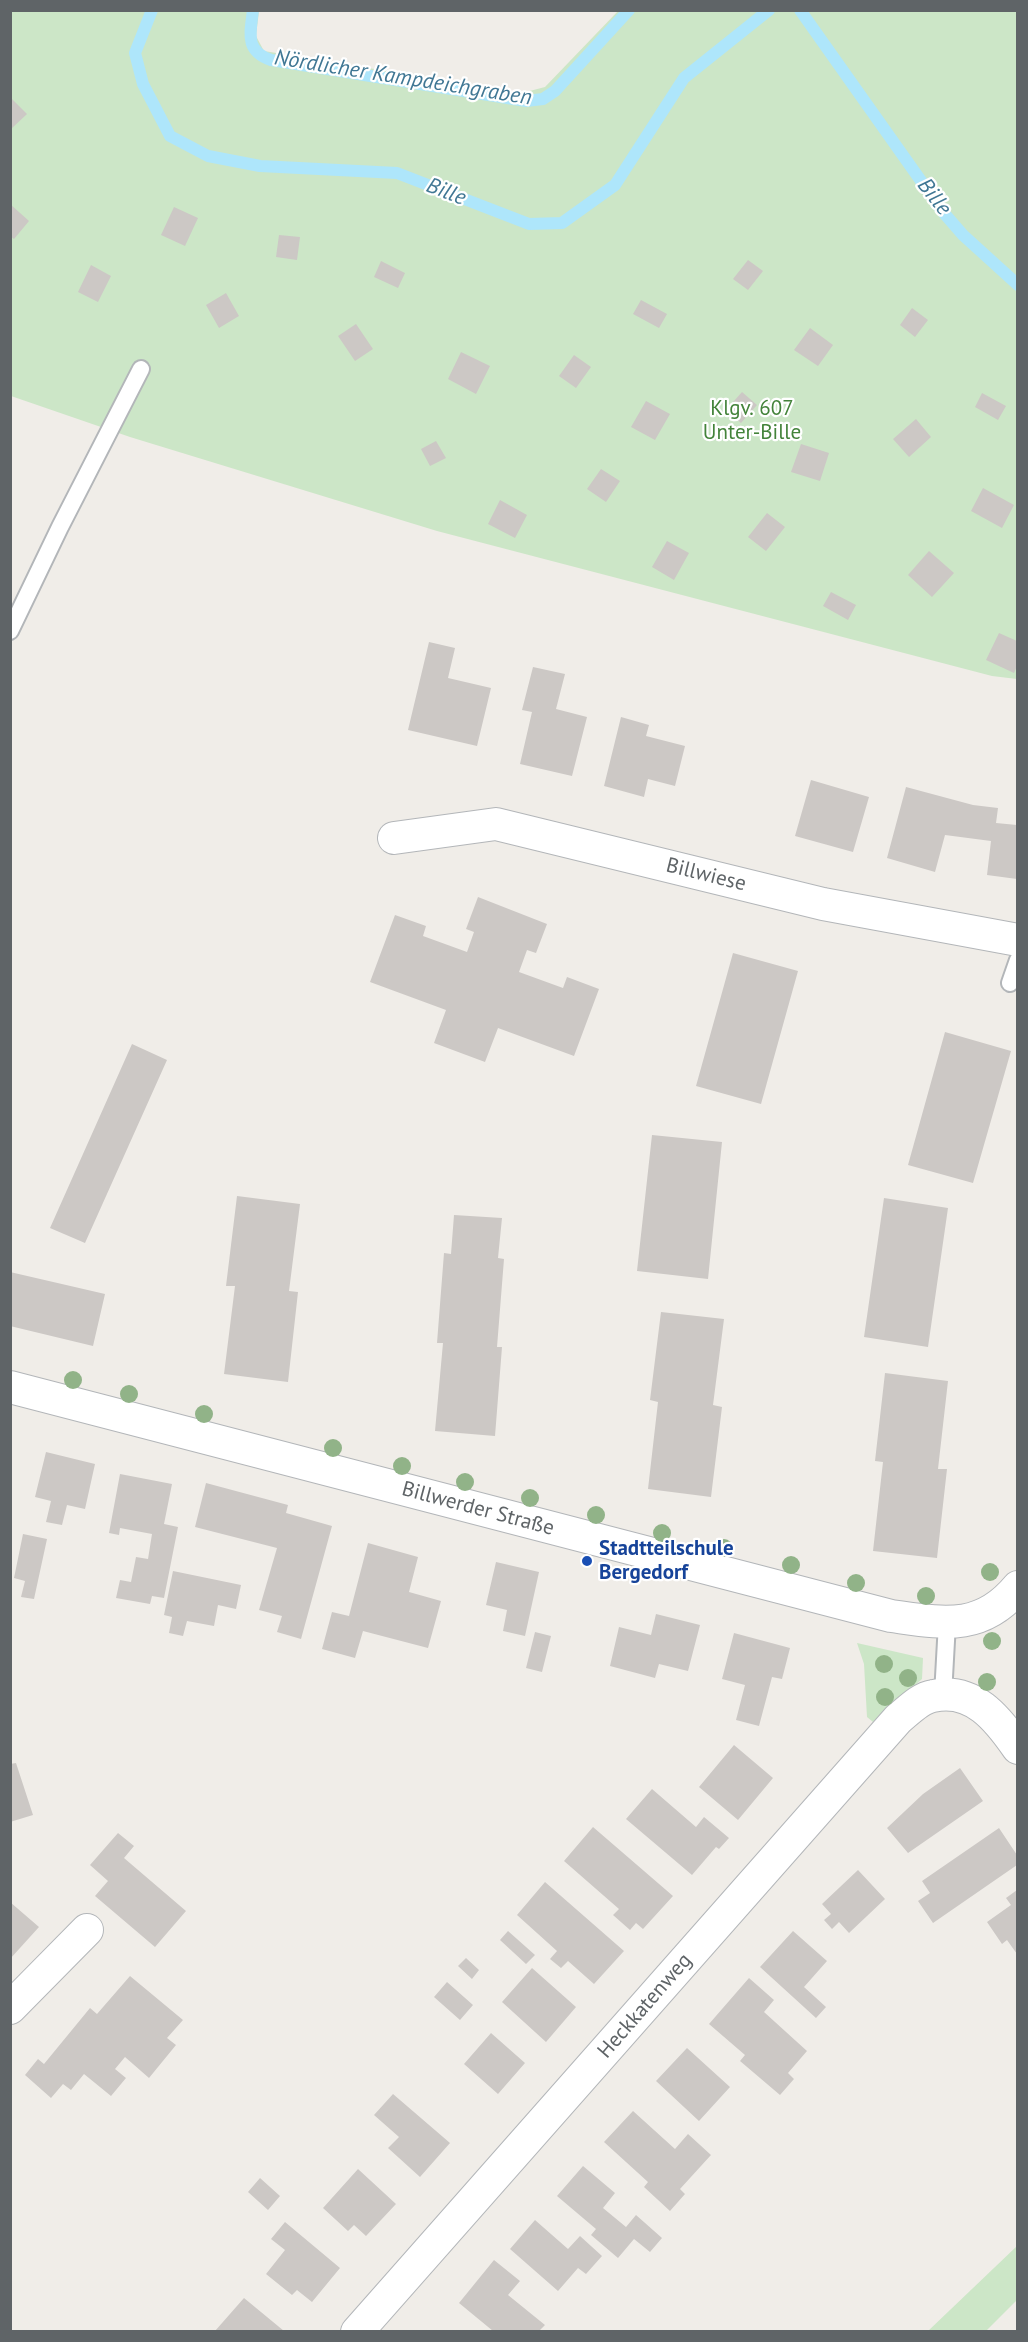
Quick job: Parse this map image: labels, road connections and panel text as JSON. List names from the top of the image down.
{
  "streets": {
    "street": ["Billwiese", "Billwerder Straße", "Heckkatenweg"]
  },
  "water": ["Nördlicher Kampdeichgraben", "Bille"],
  "parks": ["Klgv. 607 Unter-Bille"],
  "places": ["Stadtteilschule Bergedorf"]
}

════════════════════

• [Task prompt]: Only the pictures stay out; everything else in the listing above must be repeated exactly.

• [Solution to the exercise]:
Quick job: Parse this map image: labels, road connections and panel text as JSON. List names from the top of the image down.
{
  "streets": {
    "street": ["Billwiese", "Billwerder Straße", "Heckkatenweg"]
  },
  "water": ["Nördlicher Kampdeichgraben", "Bille"],
  "parks": ["Klgv. 607 Unter-Bille"],
  "places": ["Stadtteilschule Bergedorf"]
}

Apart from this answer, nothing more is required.